Could you copy exactly the lines from the start of the records through the one containing "0 #54606b) drop-shadow(-1px", both included, and leave out the pictures?

**Information**
"""

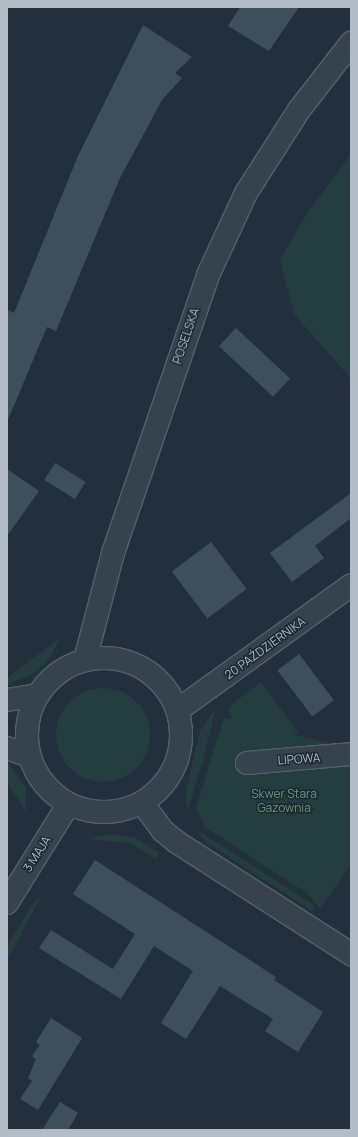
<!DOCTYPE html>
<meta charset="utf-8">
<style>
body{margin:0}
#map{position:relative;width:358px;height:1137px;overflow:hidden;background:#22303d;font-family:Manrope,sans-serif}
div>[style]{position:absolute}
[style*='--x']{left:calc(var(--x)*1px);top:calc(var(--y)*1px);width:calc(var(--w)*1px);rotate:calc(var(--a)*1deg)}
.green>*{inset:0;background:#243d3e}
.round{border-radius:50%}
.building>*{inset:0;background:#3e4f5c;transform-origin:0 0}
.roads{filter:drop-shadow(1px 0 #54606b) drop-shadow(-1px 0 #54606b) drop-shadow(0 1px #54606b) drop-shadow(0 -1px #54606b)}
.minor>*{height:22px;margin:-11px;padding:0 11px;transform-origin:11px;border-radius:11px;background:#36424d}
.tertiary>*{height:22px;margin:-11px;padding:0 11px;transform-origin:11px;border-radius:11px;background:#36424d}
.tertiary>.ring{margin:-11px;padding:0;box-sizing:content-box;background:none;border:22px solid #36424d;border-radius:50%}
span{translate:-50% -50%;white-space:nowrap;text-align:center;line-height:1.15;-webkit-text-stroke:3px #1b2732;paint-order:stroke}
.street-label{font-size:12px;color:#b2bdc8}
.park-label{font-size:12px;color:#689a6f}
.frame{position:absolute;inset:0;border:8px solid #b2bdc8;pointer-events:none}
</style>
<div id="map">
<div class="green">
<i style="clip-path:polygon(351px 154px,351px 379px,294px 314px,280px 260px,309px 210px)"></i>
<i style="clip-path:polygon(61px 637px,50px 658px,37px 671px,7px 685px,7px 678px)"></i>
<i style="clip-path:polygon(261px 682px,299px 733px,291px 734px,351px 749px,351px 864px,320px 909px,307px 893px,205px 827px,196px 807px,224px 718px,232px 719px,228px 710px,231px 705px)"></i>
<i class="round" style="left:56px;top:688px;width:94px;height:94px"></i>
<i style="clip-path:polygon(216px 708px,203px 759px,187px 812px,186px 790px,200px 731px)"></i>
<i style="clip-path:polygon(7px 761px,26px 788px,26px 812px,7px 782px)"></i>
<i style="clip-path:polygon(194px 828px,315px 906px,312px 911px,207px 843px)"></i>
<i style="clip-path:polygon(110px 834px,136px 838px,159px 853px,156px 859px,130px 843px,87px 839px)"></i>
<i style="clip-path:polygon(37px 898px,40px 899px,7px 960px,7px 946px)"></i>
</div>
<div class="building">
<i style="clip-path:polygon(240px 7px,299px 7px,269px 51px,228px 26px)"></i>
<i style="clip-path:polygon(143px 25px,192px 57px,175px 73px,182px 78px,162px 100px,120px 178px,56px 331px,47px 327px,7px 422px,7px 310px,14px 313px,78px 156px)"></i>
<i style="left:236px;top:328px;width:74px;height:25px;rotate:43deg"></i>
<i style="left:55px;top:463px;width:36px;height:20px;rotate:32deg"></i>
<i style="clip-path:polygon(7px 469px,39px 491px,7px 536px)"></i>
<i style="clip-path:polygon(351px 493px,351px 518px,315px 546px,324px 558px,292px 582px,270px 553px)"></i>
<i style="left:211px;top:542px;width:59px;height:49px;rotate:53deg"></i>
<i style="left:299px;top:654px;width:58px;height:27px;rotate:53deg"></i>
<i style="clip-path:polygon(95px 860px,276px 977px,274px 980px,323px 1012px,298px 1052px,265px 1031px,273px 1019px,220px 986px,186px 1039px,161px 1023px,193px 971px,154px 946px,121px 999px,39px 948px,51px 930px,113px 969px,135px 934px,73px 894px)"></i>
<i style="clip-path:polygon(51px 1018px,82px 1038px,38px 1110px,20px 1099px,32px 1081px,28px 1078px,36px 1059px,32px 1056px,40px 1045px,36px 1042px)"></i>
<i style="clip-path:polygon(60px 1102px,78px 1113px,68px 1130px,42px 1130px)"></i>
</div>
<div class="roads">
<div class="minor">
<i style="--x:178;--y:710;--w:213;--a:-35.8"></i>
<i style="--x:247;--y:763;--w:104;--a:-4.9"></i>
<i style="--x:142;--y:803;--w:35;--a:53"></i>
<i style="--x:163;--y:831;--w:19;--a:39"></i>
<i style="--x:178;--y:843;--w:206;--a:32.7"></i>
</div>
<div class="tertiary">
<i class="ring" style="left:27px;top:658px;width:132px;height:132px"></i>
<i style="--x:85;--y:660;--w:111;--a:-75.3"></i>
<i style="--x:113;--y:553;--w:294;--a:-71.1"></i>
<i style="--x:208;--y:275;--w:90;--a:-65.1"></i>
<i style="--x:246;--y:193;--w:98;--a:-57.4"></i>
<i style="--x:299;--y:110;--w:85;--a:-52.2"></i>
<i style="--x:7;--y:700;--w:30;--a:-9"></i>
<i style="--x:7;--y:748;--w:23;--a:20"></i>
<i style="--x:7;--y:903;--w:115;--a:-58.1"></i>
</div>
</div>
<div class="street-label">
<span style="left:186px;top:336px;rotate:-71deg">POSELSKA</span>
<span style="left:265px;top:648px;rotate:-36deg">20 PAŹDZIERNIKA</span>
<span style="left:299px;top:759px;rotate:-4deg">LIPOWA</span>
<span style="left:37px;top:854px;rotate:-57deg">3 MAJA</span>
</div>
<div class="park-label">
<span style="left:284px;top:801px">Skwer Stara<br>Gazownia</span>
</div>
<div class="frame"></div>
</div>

"""

**Written response**
<!DOCTYPE html>
<meta charset="utf-8">
<style>
body{margin:0}
#map{position:relative;width:358px;height:1137px;overflow:hidden;background:#22303d;font-family:Manrope,sans-serif}
div>[style]{position:absolute}
[style*='--x']{left:calc(var(--x)*1px);top:calc(var(--y)*1px);width:calc(var(--w)*1px);rotate:calc(var(--a)*1deg)}
.green>*{inset:0;background:#243d3e}
.round{border-radius:50%}
.building>*{inset:0;background:#3e4f5c;transform-origin:0 0}
.roads{filter:drop-shadow(1px 0 #54606b) drop-shadow(-1px 0 #54606b) drop-shadow(0 1px #54606b) drop-shadow(0 -1px #54606b)}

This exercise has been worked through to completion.